» **Provided entries**:
......

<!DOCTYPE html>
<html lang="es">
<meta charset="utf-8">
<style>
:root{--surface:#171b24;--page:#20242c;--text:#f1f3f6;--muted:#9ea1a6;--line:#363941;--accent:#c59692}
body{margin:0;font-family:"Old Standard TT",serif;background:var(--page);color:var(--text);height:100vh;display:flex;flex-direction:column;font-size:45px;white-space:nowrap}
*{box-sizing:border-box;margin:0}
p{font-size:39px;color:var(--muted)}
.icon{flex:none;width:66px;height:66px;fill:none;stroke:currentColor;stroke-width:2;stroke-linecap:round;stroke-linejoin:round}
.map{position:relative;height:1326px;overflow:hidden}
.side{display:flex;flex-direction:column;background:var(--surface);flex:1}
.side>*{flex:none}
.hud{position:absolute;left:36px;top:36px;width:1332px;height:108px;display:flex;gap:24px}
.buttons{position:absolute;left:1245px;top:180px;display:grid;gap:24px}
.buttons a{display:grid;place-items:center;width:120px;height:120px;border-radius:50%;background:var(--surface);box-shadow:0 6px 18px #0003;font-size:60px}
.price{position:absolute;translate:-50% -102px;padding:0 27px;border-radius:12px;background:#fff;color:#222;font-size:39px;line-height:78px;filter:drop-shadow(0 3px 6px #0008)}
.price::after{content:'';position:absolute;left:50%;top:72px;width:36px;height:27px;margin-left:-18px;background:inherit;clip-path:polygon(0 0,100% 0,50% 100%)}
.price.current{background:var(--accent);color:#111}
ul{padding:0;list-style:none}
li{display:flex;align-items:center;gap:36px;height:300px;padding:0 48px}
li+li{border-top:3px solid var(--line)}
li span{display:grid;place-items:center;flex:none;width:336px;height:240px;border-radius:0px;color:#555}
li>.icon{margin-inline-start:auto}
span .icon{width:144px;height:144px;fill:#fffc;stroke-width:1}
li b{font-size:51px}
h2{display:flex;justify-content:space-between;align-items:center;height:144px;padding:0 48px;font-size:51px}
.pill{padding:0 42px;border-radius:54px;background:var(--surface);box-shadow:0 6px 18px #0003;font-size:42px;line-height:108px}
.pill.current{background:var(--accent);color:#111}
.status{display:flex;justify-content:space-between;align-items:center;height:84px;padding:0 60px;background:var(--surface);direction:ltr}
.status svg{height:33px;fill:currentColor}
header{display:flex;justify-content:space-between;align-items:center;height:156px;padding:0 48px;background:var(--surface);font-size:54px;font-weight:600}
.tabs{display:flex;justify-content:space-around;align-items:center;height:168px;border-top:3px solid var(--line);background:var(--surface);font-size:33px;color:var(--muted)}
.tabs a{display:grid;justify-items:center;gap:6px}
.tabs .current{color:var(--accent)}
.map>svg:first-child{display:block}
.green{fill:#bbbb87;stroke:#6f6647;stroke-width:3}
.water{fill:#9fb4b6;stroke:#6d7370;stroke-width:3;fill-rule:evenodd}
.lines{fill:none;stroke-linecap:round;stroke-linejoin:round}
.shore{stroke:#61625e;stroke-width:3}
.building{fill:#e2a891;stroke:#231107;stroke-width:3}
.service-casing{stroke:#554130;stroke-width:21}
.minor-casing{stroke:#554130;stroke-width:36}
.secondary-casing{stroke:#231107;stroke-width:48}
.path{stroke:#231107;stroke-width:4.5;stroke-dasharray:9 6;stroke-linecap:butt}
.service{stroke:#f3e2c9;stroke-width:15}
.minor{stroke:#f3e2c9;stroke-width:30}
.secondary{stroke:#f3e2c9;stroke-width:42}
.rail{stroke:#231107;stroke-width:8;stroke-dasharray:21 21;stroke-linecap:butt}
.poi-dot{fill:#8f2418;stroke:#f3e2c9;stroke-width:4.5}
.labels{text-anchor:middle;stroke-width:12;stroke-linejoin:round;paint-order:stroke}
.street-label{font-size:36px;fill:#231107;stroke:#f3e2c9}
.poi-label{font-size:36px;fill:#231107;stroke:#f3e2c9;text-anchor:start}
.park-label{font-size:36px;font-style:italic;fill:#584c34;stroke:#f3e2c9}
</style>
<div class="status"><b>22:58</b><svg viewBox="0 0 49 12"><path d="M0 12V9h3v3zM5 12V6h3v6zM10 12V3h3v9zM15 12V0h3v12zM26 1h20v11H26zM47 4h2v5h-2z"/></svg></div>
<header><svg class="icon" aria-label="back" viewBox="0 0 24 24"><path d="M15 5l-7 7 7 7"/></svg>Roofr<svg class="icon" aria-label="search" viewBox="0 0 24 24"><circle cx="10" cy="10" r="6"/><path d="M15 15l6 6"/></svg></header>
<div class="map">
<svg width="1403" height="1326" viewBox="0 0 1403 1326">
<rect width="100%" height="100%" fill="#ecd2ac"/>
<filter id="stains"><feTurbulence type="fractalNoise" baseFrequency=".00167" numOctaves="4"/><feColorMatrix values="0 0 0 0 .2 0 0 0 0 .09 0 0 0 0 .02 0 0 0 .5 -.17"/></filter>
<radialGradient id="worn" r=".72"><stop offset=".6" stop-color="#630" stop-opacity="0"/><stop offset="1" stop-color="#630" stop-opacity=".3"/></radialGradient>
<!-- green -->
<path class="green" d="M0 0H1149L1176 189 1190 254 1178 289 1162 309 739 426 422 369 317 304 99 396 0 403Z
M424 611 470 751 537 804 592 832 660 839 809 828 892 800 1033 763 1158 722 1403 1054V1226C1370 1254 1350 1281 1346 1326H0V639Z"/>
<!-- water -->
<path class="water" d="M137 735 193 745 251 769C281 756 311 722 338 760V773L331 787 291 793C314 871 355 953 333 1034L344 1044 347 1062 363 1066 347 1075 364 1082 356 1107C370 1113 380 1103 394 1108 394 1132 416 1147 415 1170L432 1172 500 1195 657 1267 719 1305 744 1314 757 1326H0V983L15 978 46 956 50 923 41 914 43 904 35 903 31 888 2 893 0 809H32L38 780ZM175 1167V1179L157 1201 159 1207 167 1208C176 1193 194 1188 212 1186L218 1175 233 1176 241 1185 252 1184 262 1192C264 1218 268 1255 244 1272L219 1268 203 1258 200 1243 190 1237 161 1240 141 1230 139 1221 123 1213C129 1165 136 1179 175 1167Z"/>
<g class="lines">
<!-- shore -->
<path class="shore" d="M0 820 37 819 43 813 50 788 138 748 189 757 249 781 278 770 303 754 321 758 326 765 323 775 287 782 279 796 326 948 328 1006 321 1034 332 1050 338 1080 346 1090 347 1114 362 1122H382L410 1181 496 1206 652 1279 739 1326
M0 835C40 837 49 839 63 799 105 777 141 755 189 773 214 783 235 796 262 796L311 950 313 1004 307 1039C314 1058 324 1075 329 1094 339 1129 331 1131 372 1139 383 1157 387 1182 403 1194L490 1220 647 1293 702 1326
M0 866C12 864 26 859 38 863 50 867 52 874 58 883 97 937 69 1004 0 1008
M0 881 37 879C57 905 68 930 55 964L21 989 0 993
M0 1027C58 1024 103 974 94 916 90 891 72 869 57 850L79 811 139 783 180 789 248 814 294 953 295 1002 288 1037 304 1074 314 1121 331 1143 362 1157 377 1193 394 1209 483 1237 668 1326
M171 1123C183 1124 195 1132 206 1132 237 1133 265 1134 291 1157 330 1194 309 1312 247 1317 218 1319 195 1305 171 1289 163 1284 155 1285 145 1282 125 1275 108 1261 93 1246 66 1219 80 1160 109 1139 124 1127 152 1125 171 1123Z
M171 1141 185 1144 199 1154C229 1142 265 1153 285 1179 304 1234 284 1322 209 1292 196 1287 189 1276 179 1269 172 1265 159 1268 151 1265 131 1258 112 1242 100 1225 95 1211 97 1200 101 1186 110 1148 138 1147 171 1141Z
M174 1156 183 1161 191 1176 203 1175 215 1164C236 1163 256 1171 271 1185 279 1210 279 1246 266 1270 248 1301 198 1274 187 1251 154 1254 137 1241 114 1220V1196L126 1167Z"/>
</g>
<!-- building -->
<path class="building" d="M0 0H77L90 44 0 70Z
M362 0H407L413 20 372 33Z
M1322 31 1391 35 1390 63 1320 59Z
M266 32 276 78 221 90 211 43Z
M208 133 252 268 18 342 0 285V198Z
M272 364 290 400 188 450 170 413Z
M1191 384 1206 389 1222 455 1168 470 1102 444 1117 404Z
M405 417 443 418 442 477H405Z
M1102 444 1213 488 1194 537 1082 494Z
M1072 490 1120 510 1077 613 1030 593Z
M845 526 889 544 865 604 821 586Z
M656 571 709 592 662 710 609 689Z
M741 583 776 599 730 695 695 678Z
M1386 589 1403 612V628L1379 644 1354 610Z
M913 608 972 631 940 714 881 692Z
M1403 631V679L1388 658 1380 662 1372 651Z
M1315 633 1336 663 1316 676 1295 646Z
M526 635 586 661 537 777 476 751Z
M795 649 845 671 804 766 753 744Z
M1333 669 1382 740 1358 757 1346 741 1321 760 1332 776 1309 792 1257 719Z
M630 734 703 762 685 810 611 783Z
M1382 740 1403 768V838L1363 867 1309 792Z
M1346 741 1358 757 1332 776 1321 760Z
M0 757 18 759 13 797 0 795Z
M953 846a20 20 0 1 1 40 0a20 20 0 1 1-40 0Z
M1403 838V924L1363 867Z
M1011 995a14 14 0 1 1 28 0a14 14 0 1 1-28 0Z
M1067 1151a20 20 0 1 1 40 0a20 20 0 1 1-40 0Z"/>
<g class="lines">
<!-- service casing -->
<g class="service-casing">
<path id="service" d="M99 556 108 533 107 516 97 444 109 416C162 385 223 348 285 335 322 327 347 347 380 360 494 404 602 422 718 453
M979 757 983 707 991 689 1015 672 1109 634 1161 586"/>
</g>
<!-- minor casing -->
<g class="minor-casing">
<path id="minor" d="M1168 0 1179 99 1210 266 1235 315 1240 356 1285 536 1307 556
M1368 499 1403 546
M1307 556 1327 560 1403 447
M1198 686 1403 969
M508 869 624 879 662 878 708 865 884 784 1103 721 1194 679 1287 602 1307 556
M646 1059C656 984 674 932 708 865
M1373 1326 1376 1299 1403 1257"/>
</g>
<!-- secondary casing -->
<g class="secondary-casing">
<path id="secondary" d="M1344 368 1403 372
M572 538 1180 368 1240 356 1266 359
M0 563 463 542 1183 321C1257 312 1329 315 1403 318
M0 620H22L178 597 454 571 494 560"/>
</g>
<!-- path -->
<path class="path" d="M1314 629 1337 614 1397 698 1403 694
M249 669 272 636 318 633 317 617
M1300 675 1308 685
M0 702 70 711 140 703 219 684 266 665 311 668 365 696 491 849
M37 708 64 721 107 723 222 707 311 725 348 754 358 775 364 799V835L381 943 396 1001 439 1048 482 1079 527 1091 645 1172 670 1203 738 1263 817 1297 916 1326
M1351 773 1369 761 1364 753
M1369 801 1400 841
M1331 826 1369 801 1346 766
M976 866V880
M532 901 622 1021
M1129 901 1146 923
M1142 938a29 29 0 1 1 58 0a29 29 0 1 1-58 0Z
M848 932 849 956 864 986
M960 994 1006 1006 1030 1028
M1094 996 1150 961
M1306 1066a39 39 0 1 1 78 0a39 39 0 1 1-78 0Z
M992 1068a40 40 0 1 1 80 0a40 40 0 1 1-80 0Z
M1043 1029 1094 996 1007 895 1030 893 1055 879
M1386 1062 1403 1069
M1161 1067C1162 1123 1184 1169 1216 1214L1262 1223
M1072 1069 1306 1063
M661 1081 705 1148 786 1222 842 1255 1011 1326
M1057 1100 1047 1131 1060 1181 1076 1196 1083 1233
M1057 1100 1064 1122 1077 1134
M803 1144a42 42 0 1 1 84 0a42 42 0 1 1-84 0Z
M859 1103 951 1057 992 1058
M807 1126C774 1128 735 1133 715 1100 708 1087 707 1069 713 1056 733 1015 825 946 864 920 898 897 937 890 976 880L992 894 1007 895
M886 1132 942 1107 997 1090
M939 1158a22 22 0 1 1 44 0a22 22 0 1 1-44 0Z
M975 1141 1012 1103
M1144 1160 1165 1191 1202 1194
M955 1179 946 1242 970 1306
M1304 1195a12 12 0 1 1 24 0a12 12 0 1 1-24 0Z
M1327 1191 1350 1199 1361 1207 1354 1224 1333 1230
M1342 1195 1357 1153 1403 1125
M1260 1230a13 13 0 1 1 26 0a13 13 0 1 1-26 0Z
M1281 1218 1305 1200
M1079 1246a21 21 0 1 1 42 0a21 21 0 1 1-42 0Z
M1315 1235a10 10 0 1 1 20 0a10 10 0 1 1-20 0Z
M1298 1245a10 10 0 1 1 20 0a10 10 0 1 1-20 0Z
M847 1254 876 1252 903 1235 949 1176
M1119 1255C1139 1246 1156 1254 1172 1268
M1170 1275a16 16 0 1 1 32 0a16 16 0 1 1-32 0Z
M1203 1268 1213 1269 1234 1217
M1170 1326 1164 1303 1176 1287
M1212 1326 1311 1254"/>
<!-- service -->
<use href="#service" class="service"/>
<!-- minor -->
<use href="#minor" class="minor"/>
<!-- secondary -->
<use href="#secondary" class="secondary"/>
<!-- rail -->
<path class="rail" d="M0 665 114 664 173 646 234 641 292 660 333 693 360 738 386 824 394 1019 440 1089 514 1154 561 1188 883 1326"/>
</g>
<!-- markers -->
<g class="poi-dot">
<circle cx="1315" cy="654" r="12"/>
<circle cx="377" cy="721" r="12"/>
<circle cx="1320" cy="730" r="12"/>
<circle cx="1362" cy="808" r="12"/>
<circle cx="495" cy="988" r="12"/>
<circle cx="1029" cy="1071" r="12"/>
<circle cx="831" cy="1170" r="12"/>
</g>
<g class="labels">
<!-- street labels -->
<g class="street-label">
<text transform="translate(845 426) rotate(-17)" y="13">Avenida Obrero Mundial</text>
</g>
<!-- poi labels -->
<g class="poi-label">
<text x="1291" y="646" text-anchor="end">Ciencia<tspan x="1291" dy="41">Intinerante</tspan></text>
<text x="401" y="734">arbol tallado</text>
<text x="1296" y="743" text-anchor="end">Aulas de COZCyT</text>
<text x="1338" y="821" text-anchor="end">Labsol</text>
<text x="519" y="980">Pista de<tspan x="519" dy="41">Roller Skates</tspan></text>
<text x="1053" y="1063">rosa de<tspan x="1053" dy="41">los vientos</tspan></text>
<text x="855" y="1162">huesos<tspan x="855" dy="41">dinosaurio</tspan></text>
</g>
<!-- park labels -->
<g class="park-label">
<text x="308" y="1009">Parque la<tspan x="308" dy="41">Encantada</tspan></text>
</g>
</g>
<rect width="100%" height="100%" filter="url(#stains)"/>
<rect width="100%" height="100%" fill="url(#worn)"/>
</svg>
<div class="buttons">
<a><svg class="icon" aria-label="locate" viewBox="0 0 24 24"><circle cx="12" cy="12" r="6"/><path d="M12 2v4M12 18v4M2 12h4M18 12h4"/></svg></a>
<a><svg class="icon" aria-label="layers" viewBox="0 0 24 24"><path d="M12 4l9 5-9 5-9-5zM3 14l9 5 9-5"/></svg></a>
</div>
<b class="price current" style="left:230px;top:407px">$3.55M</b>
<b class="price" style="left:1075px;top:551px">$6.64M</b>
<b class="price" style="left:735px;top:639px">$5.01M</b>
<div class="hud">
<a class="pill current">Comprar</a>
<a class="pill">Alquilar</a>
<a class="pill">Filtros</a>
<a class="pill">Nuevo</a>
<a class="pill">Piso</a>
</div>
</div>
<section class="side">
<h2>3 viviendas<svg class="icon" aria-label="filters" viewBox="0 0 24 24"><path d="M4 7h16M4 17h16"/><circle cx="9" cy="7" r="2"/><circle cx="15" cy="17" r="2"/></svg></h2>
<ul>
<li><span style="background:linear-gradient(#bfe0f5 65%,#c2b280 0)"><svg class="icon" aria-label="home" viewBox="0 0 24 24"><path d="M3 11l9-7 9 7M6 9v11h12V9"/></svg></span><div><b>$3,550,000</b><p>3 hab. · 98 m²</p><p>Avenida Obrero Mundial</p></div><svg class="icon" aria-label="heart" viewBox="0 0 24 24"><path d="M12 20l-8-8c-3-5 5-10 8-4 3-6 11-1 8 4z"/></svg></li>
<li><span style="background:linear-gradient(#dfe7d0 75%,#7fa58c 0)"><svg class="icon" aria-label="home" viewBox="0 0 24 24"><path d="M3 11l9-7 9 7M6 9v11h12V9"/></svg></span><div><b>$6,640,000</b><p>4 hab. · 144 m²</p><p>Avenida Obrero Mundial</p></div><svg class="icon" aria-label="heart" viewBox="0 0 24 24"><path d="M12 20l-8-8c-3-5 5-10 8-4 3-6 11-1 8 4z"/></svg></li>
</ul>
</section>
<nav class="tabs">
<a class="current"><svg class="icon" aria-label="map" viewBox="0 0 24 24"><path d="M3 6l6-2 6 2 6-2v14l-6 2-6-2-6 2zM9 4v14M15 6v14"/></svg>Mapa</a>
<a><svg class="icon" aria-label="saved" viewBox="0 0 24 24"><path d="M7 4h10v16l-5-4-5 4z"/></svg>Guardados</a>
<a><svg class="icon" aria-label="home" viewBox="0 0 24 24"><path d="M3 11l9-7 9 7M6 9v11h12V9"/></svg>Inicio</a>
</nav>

......

Using the word "absolute" as the filter, copy each matching line from the material.

.hud{position:absolute;left:36px;top:36px;width:1332px;height:108px;display:flex;gap:24px}
.buttons{position:absolute;left:1245px;top:180px;display:grid;gap:24px}
.price{position:absolute;translate:-50% -102px;padding:0 27px;border-radius:12px;background:#fff;color:#222;font-size:39px;line-height:78px;filter:drop-shadow(0 3px 6px #0008)}
.price::after{content:'';position:absolute;left:50%;top:72px;width:36px;height:27px;margin-left:-18px;background:inherit;clip-path:polygon(0 0,100% 0,50% 100%)}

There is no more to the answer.